3. In 1949 a camp for migrant workmen employed by the Railways and their families was established on the northern side of the land near the main line. It was occupied for two or three years or more. To enable tradesmen's carts and other vehicles to get to it a road was made across the land from the bottom end of Sheffield Street. This deliberately formed road was wider than the existing foot tracks. When first made it was at some distance to the west of the edge of the rubbish tip; but as the rubbish-covered area spread southwards and westwards it came closer to this road, and also, of course, covered the eastern parts of some of the foot tracks. And, according to a railway engineer who gave evidence, the road itself was re-aligned and remade as the rubbish tip extended. By November 1953 the tip had been extended a considerable distance to the west and south and was then in some places within ten to twenty yards of the then line of the formed road. Because of the westward fall of the land and the levelling of the top of the dump, the surface of the covered area was then much above the level of the road, which thus ran in one part for some distance alongside an embankment about ten feet high. (at p310)
4. Some of the ashes from time to time tipped over this embankment were hot or contained burning coals. Such material may remain red hot below after the surface has cooled. This obviously is the more likely if it be deposited on top of loose combustible material, such as pieces of wood. In the result parts of the embankment, or forward edge of the tip, were alight. In places this might be made apparent by smoke. But elsewhere mounds of ash only banked a fire burning below, so that what appeared to be solid ground was but a crust above a hot-bed. That this is likely to occur must, I would think, be known to any one concerned with furnaces, smelting and industrial ash dumps and to many other people. A description of conditions resembling those of the present case may be found in the judgment of the Supreme Court of the United States in Union Pacific Railway Co. v. McDonald [1894] USSC 92; (1894) 152 US 262 (38 Law Ed 434) , to which the Chief Justice referred during the argument. In this case, as in that, there was nothing to indicate that what appeared to be dead ashes concealed and covered burnign coals. But, although this may be a not unusual phenomenon, it and the danger it creates are not necessarily something that every schoolboy would know or ought to know. (at p310)

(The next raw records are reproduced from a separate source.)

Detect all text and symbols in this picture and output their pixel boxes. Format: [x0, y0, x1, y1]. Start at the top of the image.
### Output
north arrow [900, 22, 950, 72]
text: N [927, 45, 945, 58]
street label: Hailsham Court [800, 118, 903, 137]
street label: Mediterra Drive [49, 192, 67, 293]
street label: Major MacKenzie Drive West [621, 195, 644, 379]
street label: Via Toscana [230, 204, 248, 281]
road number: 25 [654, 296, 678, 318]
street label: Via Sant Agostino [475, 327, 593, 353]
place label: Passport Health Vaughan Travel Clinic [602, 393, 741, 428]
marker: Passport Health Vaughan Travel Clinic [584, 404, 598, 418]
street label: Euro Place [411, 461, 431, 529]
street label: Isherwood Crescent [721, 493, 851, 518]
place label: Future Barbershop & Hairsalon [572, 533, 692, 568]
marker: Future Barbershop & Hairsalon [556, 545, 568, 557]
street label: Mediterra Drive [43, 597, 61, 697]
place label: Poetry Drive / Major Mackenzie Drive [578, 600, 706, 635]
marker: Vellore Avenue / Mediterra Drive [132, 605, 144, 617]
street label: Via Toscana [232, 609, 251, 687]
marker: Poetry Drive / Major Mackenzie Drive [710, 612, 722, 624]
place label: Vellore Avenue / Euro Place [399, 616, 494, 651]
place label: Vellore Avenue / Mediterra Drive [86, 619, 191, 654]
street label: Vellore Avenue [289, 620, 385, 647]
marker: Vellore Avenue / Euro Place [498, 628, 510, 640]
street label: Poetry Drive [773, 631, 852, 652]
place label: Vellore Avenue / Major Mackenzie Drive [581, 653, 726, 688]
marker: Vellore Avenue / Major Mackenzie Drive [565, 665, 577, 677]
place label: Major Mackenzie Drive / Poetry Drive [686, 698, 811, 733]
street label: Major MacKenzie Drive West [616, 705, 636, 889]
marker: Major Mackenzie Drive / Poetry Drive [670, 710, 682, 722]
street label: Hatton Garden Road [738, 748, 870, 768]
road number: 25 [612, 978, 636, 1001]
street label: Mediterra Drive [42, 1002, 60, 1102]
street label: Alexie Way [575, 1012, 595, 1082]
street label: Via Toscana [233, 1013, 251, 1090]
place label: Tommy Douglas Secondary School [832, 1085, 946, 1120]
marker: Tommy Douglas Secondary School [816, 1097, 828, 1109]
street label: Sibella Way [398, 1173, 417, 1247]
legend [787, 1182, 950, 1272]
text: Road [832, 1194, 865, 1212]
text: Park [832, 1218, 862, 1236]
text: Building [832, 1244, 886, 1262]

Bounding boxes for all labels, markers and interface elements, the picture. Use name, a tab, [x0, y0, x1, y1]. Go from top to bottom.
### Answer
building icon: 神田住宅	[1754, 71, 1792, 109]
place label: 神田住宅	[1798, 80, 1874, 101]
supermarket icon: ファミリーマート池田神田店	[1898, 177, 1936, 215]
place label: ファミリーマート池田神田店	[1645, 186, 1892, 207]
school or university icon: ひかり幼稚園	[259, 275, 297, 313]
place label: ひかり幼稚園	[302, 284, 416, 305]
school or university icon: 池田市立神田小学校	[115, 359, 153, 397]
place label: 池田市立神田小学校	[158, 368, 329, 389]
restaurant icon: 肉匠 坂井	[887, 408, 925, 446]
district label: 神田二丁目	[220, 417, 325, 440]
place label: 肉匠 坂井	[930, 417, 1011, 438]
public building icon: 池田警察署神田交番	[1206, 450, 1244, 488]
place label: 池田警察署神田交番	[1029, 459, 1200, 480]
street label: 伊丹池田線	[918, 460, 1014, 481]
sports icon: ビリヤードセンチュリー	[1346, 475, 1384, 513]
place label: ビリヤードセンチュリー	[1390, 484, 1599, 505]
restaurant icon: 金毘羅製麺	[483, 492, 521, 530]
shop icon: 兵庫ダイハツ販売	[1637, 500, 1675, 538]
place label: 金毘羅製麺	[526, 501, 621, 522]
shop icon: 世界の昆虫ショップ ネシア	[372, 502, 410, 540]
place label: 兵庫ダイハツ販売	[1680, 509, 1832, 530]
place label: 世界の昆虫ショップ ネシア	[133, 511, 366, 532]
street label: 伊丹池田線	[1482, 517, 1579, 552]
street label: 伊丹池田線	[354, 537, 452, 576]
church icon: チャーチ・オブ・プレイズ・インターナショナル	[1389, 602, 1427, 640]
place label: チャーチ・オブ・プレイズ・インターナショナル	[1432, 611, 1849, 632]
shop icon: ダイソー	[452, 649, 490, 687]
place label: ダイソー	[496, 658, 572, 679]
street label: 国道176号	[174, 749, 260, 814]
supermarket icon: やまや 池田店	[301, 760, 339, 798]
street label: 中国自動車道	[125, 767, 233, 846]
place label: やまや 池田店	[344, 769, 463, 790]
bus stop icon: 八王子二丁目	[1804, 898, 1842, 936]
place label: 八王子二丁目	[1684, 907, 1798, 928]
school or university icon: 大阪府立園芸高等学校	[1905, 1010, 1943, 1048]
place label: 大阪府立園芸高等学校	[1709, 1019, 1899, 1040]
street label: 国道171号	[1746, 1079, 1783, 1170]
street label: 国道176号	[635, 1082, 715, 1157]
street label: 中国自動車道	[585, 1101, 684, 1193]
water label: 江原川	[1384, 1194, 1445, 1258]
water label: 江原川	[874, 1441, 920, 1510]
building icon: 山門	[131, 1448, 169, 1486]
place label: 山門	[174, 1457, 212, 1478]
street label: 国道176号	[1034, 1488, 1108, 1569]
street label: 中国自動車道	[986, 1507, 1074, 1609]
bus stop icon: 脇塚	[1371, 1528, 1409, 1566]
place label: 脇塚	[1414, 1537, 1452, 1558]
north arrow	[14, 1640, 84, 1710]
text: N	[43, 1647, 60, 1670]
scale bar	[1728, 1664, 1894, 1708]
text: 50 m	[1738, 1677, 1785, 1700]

5. Evidence was given for the plaintiff directed to showing that, right up to the time of the accident, the Railway authorities had suffered people to come upon the land, and that to their knowledge children were accustomed to play and to roam there at will. That children did frequent the land, especially at week-ends is beyond doubt. That the road and tracks were for many people a thoroughfare between Clyde railway station and Sheffield Street was also firmly established. The defendant, however, contended that no one except railway employees had any authority to enter the land ; that all others were trespassers ; that their presence on the land was resented and that the resentment had been effectively made known. The evidence on this aspect may be summarized : (at p311)
6. Permits were at one period issued to tradesmen using the road to the migrant fettlers' camp. The form of these permits was not proved, but they apparently did not give authority to go on to the land but rather to go within the precincts of the camp. They were described in the evidence as permits "to trade within the camp" or "to enter the camp". And no one it seems was ever prevented for want of such a permit from going over the land to a destination other than the camp. (at p311)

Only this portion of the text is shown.